● WHAT YOU NEED TO DO: All of the data that follows should be retyped exactly as it appears.

● RECORDS:
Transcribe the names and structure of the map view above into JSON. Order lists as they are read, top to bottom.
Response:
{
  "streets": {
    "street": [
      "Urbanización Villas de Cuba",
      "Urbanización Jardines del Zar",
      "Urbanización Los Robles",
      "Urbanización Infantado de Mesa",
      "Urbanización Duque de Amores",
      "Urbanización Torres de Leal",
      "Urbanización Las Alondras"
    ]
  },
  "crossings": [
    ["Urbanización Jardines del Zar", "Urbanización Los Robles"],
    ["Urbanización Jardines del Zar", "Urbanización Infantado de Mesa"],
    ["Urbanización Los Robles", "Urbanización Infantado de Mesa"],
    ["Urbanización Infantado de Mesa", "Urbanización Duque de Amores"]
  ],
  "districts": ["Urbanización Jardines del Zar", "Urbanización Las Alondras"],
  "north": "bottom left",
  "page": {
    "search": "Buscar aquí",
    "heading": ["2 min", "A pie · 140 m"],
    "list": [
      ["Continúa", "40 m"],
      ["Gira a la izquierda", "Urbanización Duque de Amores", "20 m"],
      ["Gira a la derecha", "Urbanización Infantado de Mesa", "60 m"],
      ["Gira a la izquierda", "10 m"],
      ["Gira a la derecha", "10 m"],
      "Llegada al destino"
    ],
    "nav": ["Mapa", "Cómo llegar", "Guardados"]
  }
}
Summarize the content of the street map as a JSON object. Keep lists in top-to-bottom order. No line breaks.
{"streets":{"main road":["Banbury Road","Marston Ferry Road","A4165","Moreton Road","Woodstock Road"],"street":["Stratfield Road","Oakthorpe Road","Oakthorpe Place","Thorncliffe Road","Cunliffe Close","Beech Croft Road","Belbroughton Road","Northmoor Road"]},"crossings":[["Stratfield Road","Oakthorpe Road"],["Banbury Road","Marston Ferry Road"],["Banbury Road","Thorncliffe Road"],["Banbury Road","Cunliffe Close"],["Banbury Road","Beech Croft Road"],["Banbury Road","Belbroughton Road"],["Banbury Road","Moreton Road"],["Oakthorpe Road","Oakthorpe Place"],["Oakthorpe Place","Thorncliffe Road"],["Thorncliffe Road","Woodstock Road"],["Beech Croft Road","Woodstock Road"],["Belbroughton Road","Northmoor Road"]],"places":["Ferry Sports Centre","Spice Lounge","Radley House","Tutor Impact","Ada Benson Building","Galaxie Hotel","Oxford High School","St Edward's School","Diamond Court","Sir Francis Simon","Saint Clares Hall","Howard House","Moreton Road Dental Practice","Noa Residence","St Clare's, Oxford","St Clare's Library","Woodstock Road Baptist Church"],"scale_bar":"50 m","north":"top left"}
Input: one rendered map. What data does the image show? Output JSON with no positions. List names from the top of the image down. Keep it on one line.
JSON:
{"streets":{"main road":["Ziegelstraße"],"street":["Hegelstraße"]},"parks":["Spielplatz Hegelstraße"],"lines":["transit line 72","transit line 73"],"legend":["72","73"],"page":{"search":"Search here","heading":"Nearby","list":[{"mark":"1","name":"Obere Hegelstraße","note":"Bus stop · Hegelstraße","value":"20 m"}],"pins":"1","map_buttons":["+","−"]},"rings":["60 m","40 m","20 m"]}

● RESULT FOR THIS TASK:
Transcribe the names and structure of the map view above into JSON. Order lists as they are read, top to bottom.
Response:
{
  "streets": {
    "street": [
      "Urbanización Villas de Cuba",
      "Urbanización Jardines del Zar",
      "Urbanización Los Robles",
      "Urbanización Infantado de Mesa",
      "Urbanización Duque de Amores",
      "Urbanización Torres de Leal",
      "Urbanización Las Alondras"
    ]
  },
  "crossings": [
    ["Urbanización Jardines del Zar", "Urbanización Los Robles"],
    ["Urbanización Jardines del Zar", "Urbanización Infantado de Mesa"],
    ["Urbanización Los Robles", "Urbanización Infantado de Mesa"],
    ["Urbanización Infantado de Mesa", "Urbanización Duque de Amores"]
  ],
  "districts": ["Urbanización Jardines del Zar", "Urbanización Las Alondras"],
  "north": "bottom left",
  "page": {
    "search": "Buscar aquí",
    "heading": ["2 min", "A pie · 140 m"],
    "list": [
      ["Continúa", "40 m"],
      ["Gira a la izquierda", "Urbanización Duque de Amores", "20 m"],
      ["Gira a la derecha", "Urbanización Infantado de Mesa", "60 m"],
      ["Gira a la izquierda", "10 m"],
      ["Gira a la derecha", "10 m"],
      "Llegada al destino"
    ],
    "nav": ["Mapa", "Cómo llegar", "Guardados"]
  }
}
Summarize the content of the street map as a JSON object. Keep lists in top-to-bottom order. No line breaks.
{"streets":{"main road":["Banbury Road","Marston Ferry Road","A4165","Moreton Road","Woodstock Road"],"street":["Stratfield Road","Oakthorpe Road","Oakthorpe Place","Thorncliffe Road","Cunliffe Close","Beech Croft Road","Belbroughton Road","Northmoor Road"]},"crossings":[["Stratfield Road","Oakthorpe Road"],["Banbury Road","Marston Ferry Road"],["Banbury Road","Thorncliffe Road"],["Banbury Road","Cunliffe Close"],["Banbury Road","Beech Croft Road"],["Banbury Road","Belbroughton Road"],["Banbury Road","Moreton Road"],["Oakthorpe Road","Oakthorpe Place"],["Oakthorpe Place","Thorncliffe Road"],["Thorncliffe Road","Woodstock Road"],["Beech Croft Road","Woodstock Road"],["Belbroughton Road","Northmoor Road"]],"places":["Ferry Sports Centre","Spice Lounge","Radley House","Tutor Impact","Ada Benson Building","Galaxie Hotel","Oxford High School","St Edward's School","Diamond Court","Sir Francis Simon","Saint Clares Hall","Howard House","Moreton Road Dental Practice","Noa Residence","St Clare's, Oxford","St Clare's Library","Woodstock Road Baptist Church"],"scale_bar":"50 m","north":"top left"}
Input: one rendered map. What data does the image show? Output JSON with no positions. List names from the top of the image down. Keep it on one line.
JSON:
{"streets":{"main road":["Ziegelstraße"],"street":["Hegelstraße"]},"parks":["Spielplatz Hegelstraße"],"lines":["transit line 72","transit line 73"],"legend":["72","73"],"page":{"search":"Search here","heading":"Nearby","list":[{"mark":"1","name":"Obere Hegelstraße","note":"Bus stop · Hegelstraße","value":"20 m"}],"pins":"1","map_buttons":["+","−"]},"rings":["60 m","40 m","20 m"]}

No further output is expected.